__What is required__: Take the records below and copy them exactly.

(Collected data)
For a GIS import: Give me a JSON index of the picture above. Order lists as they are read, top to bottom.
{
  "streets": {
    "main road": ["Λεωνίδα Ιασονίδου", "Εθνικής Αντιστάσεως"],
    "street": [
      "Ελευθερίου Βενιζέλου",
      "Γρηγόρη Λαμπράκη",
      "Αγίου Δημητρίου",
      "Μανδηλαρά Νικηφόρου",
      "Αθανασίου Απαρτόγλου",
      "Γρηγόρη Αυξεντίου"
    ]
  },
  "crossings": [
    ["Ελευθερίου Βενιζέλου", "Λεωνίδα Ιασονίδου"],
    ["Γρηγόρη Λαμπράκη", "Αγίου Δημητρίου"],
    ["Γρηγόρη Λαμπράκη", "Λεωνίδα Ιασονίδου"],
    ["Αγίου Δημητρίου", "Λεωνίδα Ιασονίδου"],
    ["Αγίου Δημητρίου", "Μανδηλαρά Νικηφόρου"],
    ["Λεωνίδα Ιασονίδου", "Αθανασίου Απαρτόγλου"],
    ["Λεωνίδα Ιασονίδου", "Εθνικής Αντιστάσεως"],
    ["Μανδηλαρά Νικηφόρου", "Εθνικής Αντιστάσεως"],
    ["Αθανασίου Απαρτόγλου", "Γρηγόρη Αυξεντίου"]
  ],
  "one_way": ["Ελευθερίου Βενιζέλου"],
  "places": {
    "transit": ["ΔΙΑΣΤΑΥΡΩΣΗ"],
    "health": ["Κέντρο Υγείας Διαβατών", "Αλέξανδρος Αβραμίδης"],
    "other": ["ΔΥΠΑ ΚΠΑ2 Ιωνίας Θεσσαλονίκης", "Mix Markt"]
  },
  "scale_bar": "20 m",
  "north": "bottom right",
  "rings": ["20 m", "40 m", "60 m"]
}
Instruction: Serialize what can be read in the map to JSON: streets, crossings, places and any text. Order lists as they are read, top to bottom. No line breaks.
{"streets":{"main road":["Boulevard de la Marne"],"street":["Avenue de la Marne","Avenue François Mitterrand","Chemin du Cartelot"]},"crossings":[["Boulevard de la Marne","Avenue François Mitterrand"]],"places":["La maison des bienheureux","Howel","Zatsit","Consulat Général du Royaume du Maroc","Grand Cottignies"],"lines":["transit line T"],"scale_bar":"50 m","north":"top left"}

__Task solution__:
For a GIS import: Give me a JSON index of the picture above. Order lists as they are read, top to bottom.
{
  "streets": {
    "main road": ["Λεωνίδα Ιασονίδου", "Εθνικής Αντιστάσεως"],
    "street": [
      "Ελευθερίου Βενιζέλου",
      "Γρηγόρη Λαμπράκη",
      "Αγίου Δημητρίου",
      "Μανδηλαρά Νικηφόρου",
      "Αθανασίου Απαρτόγλου",
      "Γρηγόρη Αυξεντίου"
    ]
  },
  "crossings": [
    ["Ελευθερίου Βενιζέλου", "Λεωνίδα Ιασονίδου"],
    ["Γρηγόρη Λαμπράκη", "Αγίου Δημητρίου"],
    ["Γρηγόρη Λαμπράκη", "Λεωνίδα Ιασονίδου"],
    ["Αγίου Δημητρίου", "Λεωνίδα Ιασονίδου"],
    ["Αγίου Δημητρίου", "Μανδηλαρά Νικηφόρου"],
    ["Λεωνίδα Ιασονίδου", "Αθανασίου Απαρτόγλου"],
    ["Λεωνίδα Ιασονίδου", "Εθνικής Αντιστάσεως"],
    ["Μανδηλαρά Νικηφόρου", "Εθνικής Αντιστάσεως"],
    ["Αθανασίου Απαρτόγλου", "Γρηγόρη Αυξεντίου"]
  ],
  "one_way": ["Ελευθερίου Βενιζέλου"],
  "places": {
    "transit": ["ΔΙΑΣΤΑΥΡΩΣΗ"],
    "health": ["Κέντρο Υγείας Διαβατών", "Αλέξανδρος Αβραμίδης"],
    "other": ["ΔΥΠΑ ΚΠΑ2 Ιωνίας Θεσσαλονίκης", "Mix Markt"]
  },
  "scale_bar": "20 m",
  "north": "bottom right",
  "rings": ["20 m", "40 m", "60 m"]
}
Instruction: Serialize what can be read in the map to JSON: streets, crossings, places and any text. Order lists as they are read, top to bottom. No line breaks.
{"streets":{"main road":["Boulevard de la Marne"],"street":["Avenue de la Marne","Avenue François Mitterrand","Chemin du Cartelot"]},"crossings":[["Boulevard de la Marne","Avenue François Mitterrand"]],"places":["La maison des bienheureux","Howel","Zatsit","Consulat Général du Royaume du Maroc","Grand Cottignies"],"lines":["transit line T"],"scale_bar":"50 m","north":"top left"}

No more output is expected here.